Problem statement
What you produce should be every line from the data that includes "interface".

[Stored records]
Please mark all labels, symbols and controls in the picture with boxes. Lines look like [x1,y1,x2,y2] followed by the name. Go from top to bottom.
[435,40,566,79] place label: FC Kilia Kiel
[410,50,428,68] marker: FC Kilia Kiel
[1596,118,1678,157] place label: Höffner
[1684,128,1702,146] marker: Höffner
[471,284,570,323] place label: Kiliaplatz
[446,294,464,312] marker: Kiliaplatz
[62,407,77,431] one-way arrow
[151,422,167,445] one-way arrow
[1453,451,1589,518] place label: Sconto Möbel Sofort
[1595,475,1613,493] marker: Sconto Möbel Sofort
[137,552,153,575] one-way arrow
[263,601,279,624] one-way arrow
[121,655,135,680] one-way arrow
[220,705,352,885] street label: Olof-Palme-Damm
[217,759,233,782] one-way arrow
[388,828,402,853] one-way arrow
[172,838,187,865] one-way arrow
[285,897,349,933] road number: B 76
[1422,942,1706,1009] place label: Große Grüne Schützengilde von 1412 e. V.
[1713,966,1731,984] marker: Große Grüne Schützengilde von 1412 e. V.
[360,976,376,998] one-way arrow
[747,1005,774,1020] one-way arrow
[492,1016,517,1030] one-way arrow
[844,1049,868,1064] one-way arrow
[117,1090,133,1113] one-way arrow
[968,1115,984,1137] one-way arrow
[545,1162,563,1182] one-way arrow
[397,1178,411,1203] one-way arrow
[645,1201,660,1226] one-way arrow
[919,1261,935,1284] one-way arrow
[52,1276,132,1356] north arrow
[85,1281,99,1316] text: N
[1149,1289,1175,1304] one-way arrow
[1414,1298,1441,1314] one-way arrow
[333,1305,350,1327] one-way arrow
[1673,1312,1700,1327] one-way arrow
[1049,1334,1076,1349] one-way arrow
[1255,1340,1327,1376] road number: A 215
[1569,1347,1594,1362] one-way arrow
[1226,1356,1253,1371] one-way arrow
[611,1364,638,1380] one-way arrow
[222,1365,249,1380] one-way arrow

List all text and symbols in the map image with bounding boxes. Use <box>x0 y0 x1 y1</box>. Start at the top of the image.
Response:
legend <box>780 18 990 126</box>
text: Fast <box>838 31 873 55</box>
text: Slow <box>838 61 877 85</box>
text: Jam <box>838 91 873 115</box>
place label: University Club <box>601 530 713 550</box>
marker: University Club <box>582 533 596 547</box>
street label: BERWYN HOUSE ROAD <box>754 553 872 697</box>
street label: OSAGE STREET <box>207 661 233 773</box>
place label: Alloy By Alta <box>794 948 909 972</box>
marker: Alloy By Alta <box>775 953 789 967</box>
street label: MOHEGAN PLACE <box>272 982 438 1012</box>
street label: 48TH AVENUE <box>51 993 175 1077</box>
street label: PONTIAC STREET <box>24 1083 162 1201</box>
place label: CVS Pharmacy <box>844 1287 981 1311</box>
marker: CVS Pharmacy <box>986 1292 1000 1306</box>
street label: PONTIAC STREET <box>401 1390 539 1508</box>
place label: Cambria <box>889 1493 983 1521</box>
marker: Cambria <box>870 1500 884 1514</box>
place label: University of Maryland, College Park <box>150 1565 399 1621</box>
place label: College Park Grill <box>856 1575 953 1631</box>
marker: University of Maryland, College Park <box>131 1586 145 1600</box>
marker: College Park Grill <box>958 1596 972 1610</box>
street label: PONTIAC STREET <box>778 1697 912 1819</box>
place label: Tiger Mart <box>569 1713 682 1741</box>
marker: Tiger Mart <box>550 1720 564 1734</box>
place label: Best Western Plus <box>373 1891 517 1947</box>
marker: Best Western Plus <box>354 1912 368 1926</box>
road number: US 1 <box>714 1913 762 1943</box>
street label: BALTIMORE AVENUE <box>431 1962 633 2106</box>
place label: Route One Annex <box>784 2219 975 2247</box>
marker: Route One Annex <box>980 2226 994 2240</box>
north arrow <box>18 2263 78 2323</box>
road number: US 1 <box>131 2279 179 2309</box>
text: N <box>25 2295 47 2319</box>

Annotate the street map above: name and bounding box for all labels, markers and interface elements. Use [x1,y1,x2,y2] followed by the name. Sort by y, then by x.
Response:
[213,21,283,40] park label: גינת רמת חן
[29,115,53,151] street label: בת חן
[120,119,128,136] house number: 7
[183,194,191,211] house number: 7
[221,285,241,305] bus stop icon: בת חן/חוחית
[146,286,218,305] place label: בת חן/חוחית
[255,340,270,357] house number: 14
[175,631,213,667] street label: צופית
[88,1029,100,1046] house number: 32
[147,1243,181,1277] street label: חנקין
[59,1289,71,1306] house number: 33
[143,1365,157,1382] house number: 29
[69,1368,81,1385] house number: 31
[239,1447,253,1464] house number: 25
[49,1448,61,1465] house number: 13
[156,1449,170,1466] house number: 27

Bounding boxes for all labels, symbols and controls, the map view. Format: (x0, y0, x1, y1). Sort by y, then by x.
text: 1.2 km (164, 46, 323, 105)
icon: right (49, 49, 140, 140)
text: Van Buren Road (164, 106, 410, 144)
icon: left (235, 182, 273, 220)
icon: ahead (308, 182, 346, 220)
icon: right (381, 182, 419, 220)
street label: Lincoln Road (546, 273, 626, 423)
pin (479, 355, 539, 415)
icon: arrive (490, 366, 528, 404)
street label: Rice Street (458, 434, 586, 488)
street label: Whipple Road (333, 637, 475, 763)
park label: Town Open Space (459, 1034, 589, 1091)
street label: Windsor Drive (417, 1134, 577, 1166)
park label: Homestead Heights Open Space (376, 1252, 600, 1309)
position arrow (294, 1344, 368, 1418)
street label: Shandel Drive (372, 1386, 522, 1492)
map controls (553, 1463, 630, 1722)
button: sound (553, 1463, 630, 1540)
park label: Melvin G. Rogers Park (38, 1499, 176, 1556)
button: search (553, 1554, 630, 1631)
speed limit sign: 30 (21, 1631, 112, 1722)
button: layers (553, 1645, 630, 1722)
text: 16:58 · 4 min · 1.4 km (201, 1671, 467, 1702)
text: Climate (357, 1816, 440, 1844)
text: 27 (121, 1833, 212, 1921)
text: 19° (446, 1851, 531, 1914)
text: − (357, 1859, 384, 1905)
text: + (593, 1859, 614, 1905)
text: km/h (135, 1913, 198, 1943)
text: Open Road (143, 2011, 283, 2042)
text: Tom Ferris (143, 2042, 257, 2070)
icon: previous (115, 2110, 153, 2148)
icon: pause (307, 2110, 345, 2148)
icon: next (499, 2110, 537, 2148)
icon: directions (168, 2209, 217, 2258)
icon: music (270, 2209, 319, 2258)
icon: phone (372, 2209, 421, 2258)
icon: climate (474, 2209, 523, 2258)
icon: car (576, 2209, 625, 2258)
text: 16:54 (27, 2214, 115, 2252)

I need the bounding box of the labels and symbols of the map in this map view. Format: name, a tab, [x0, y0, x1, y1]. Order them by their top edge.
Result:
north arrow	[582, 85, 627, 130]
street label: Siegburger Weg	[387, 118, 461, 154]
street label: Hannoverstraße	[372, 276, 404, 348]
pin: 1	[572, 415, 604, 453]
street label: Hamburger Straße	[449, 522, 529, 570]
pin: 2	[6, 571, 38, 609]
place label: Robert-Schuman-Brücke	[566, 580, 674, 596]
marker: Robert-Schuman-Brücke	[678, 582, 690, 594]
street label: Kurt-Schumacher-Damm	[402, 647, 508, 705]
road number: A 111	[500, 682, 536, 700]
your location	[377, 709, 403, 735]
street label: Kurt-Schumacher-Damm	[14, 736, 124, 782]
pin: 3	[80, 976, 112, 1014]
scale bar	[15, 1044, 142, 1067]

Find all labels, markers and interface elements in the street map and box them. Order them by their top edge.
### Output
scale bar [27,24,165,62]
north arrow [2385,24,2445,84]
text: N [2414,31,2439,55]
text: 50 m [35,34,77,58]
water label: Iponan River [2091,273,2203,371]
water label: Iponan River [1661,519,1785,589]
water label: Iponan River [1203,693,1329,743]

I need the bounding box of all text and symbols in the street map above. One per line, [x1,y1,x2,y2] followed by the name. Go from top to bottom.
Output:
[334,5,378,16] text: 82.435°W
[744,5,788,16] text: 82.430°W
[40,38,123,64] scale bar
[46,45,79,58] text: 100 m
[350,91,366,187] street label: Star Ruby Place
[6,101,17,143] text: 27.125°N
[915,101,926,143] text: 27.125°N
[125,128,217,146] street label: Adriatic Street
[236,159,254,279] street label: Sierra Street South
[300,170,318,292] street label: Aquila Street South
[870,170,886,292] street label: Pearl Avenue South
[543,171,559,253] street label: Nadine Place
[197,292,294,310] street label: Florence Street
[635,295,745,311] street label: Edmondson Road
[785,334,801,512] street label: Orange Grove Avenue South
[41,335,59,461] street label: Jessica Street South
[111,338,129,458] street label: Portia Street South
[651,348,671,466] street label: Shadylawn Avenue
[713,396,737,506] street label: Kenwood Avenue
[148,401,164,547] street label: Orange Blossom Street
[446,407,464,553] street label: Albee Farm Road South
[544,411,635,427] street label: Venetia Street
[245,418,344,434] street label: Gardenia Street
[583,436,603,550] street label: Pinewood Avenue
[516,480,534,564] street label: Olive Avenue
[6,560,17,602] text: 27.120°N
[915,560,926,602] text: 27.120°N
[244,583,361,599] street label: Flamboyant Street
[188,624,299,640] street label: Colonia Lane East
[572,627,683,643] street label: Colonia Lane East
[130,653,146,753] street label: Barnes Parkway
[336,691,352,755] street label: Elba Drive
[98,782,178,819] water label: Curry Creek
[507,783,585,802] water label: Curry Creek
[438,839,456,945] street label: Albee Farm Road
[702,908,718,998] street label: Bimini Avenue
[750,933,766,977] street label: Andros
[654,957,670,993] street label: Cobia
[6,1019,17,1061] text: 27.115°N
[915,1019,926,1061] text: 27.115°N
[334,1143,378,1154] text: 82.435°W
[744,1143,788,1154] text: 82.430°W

Task solution
Annotate the street map above: name and bounding box for all labels, markers and interface elements. Use [x1,y1,x2,y2] followed by the name. Sort by y, then by x.
Find all labels, markers and interface elements in the street map and box them. Order them by their top edge.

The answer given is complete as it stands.